** Exercise data follows **
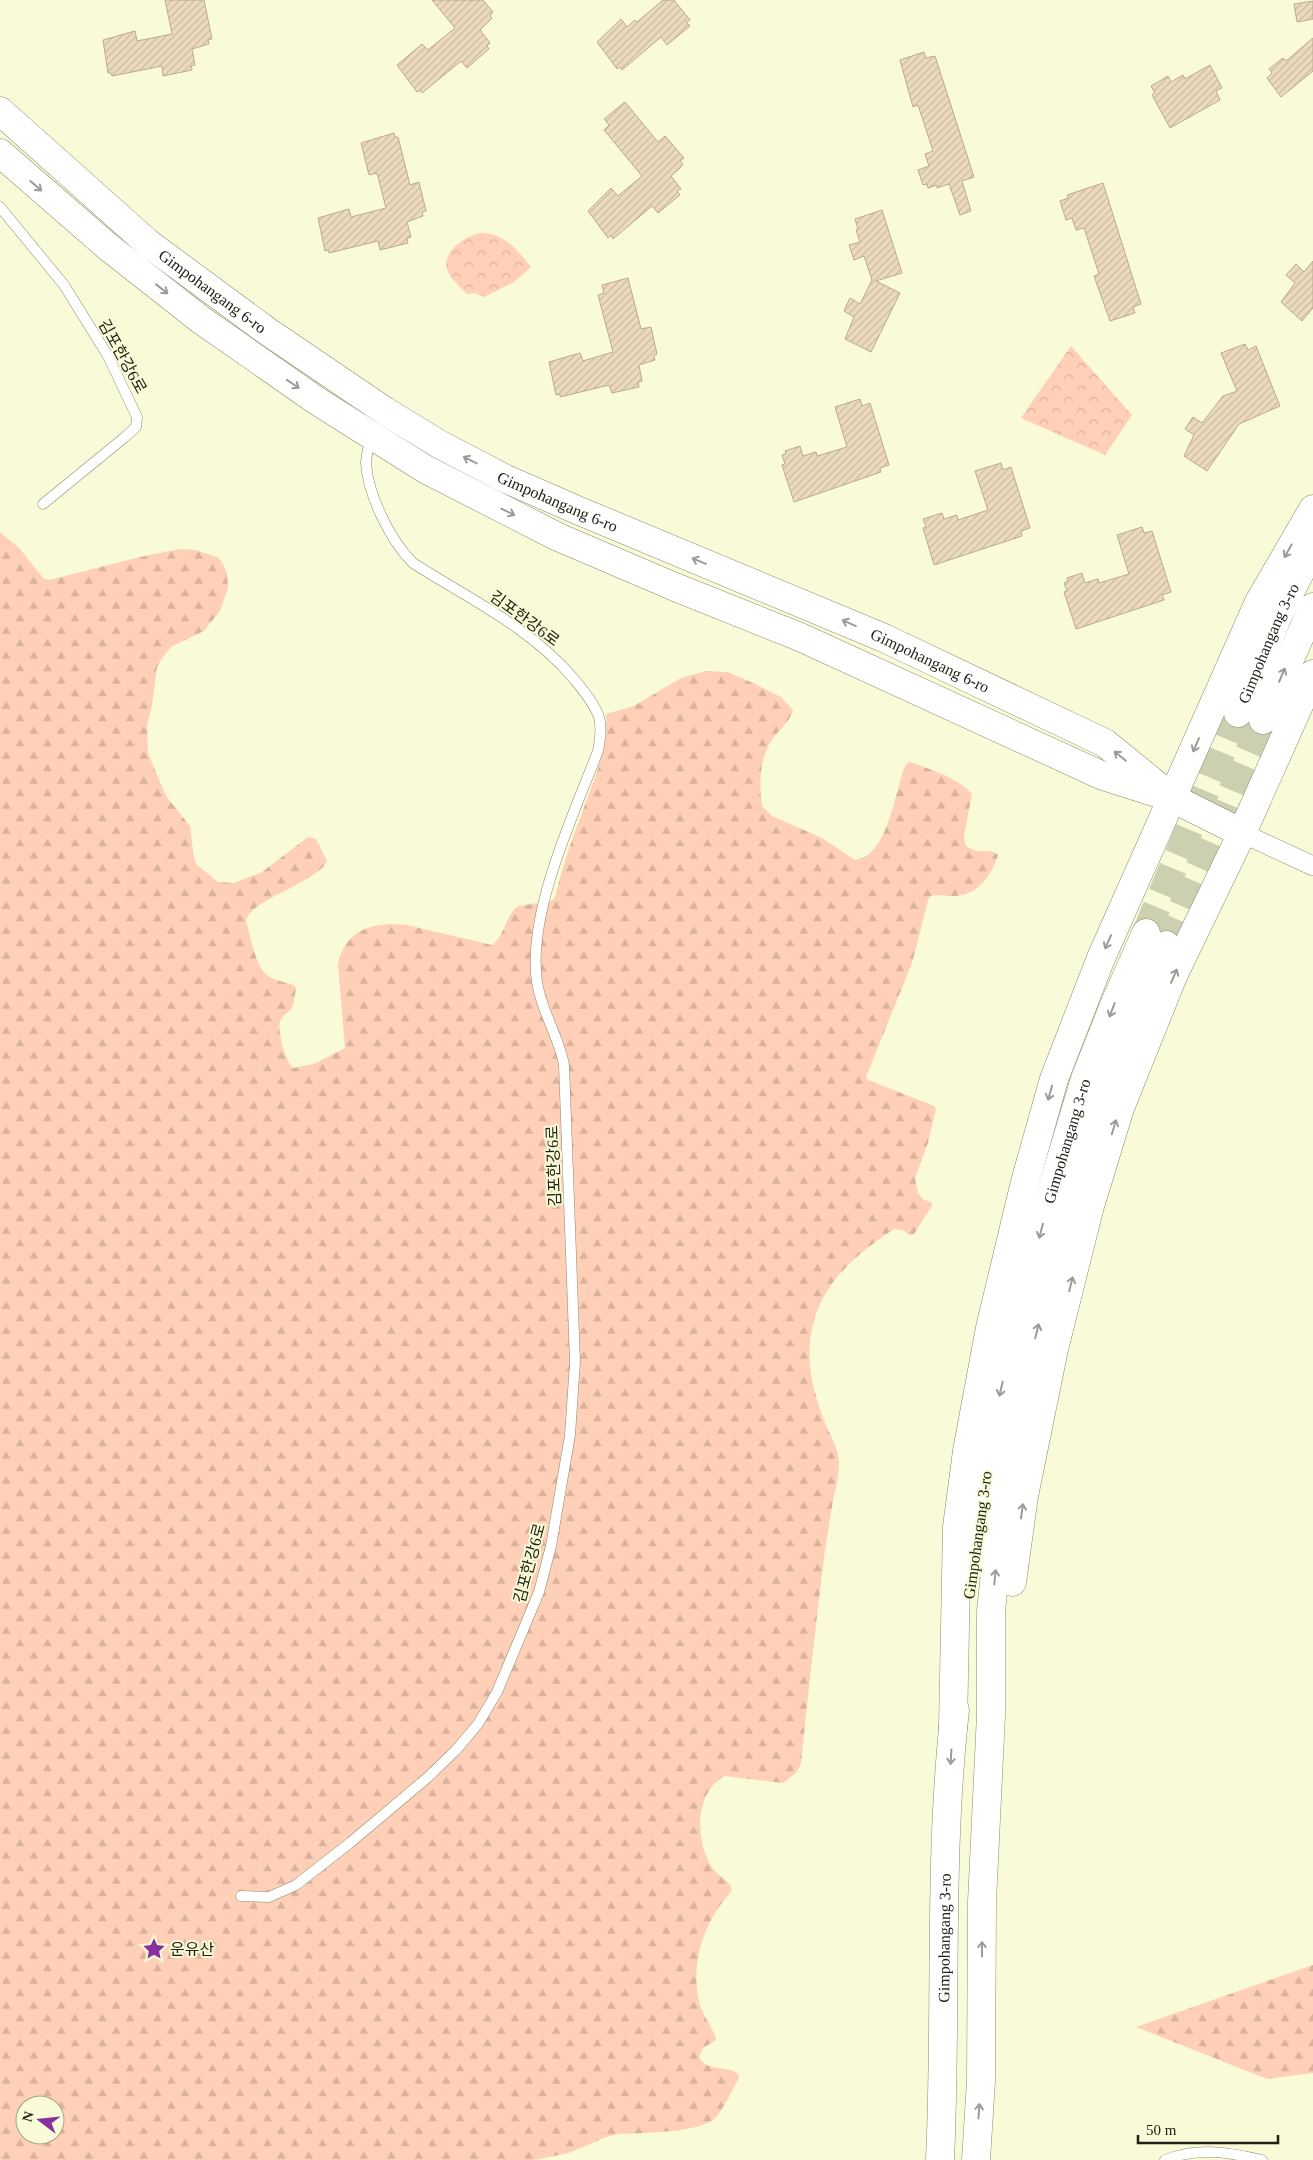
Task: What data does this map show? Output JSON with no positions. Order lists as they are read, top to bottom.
{
  "streets": {
    "street": ["Gimpohangang 6-ro", "Gimpohangang 3-ro"],
    "lane": ["김포한강6로"]
  },
  "crossings": [
    ["Gimpohangang 6-ro", "김포한강6로"]
  ],
  "places": {
    "place": ["운유산"]
  },
  "scale_bar": "50 m",
  "north": "left"
}
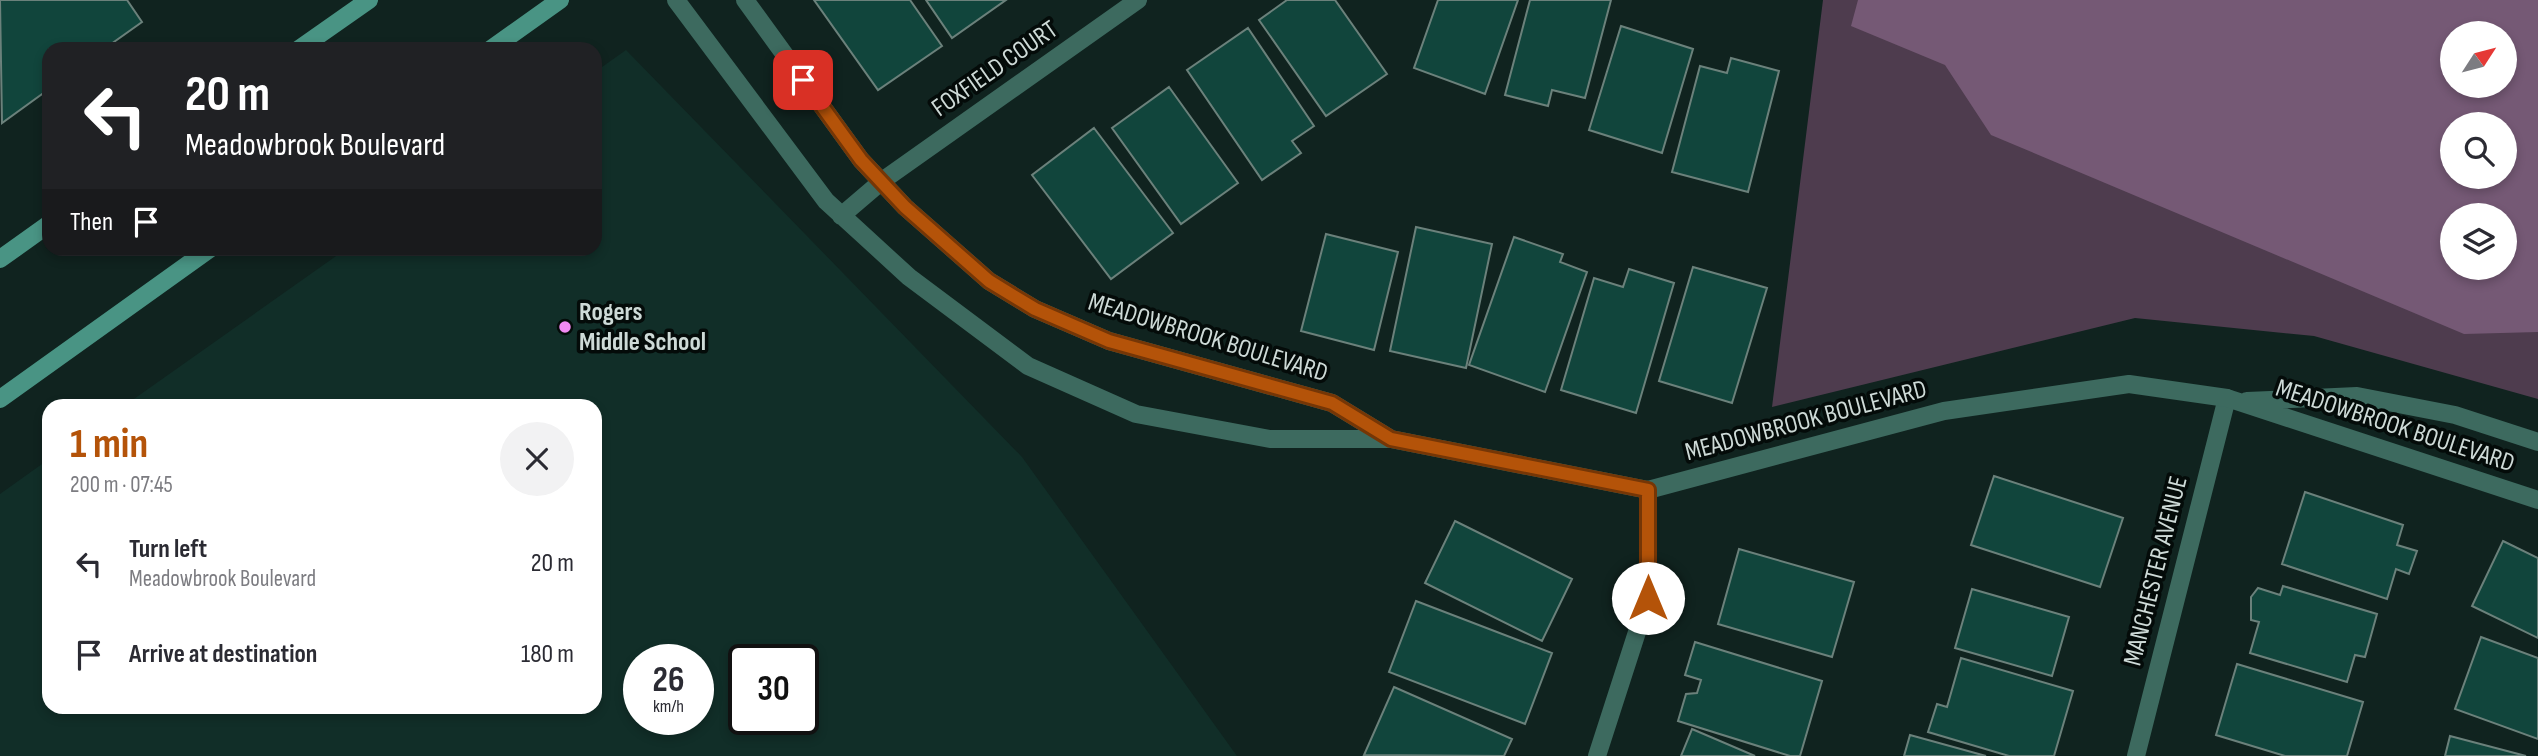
** End of Exercise data **
__Problem statement__
Output each line exactly as shown above; no pictures go in the copy.

__Answer to this exercise__
Task: What data does this map show? Output JSON with no positions. Order lists as they are read, top to bottom.
{
  "streets": {
    "street": ["Gimpohangang 6-ro", "Gimpohangang 3-ro"],
    "lane": ["김포한강6로"]
  },
  "crossings": [
    ["Gimpohangang 6-ro", "김포한강6로"]
  ],
  "places": {
    "place": ["운유산"]
  },
  "scale_bar": "50 m",
  "north": "left"
}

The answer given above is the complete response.